Saban Article in this week's SI | FinHeaven - Miami Dolphins Forums

Saban Article in this week's SI

Yes it certainly does look like Saban-ization of the Miami Dolphins is working out pretty good so far. I guess when a team gets Saban-ized it's kind of like that U.S. Marines commercial where they compare Marine training with transforming a lump of coal into a diamond ..."The Few, The Proud, The Marines." I bet there's a video of this commercial on the Marines website somewhere.

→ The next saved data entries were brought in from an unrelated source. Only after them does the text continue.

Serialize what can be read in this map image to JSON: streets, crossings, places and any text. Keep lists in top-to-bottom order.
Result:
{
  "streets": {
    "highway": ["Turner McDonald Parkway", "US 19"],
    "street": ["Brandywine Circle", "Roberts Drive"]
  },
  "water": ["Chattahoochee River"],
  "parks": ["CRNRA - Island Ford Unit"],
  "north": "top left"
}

It looks like Wayne Huizenga got the right guy for Miami. Getting the right head coach can turn things around in a hurry. We just might have "the next Shula" and we're getting ready for a 1972 kind of season. If anyone can do it, its Saban.
 
DolphinsFan23 said:
Yes it certainly does look like Saban-ization of the Miami Dolphins is working out pretty good so far. I guess when a team gets Saban-ized it's kind of like that U.S. Marines commercial where they compare Marine training with transforming a lump of coal into a diamond ..."The Few, The Proud, The Marines." I bet there's a video of this commercial on the Marines website somewhere.

It looks like Wayne Huizenga got the right guy for Miami. Getting the right head coach can turn things around in a hurry. We just might have "the next Shula" and we're getting ready for a 1972 kind of season. If anyone can do it, its Saban.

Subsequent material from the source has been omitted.